- _EXERCISE OBJECTIVE_
The answer must be an exact reproduction of all the entries.

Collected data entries

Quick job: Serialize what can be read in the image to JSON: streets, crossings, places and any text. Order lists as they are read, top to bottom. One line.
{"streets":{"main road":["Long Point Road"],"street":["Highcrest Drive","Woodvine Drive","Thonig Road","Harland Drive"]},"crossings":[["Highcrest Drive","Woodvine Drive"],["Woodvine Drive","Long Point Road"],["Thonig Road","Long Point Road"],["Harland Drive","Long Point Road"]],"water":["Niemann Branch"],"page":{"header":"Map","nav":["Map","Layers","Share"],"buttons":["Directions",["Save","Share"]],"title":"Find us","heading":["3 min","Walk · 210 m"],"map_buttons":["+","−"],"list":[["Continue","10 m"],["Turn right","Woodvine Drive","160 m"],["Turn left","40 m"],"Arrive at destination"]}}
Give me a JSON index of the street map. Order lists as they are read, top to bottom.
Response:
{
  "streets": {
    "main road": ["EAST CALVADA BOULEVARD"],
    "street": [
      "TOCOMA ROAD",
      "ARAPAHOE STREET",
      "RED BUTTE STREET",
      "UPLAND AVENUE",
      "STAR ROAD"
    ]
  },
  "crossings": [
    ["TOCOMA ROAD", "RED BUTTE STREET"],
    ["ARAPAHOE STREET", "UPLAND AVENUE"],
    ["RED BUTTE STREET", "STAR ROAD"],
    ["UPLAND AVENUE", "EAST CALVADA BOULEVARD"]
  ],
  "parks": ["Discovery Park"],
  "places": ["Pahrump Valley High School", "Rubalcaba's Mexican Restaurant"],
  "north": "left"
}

- _RESPONSE BOX_
Quick job: Serialize what can be read in the image to JSON: streets, crossings, places and any text. Order lists as they are read, top to bottom. One line.
{"streets":{"main road":["Long Point Road"],"street":["Highcrest Drive","Woodvine Drive","Thonig Road","Harland Drive"]},"crossings":[["Highcrest Drive","Woodvine Drive"],["Woodvine Drive","Long Point Road"],["Thonig Road","Long Point Road"],["Harland Drive","Long Point Road"]],"water":["Niemann Branch"],"page":{"header":"Map","nav":["Map","Layers","Share"],"buttons":["Directions",["Save","Share"]],"title":"Find us","heading":["3 min","Walk · 210 m"],"map_buttons":["+","−"],"list":[["Continue","10 m"],["Turn right","Woodvine Drive","160 m"],["Turn left","40 m"],"Arrive at destination"]}}
Give me a JSON index of the street map. Order lists as they are read, top to bottom.
Response:
{
  "streets": {
    "main road": ["EAST CALVADA BOULEVARD"],
    "street": [
      "TOCOMA ROAD",
      "ARAPAHOE STREET",
      "RED BUTTE STREET",
      "UPLAND AVENUE",
      "STAR ROAD"
    ]
  },
  "crossings": [
    ["TOCOMA ROAD", "RED BUTTE STREET"],
    ["ARAPAHOE STREET", "UPLAND AVENUE"],
    ["RED BUTTE STREET", "STAR ROAD"],
    ["UPLAND AVENUE", "EAST CALVADA BOULEVARD"]
  ],
  "parks": ["Discovery Park"],
  "places": ["Pahrump Valley High School", "Rubalcaba's Mexican Restaurant"],
  "north": "left"
}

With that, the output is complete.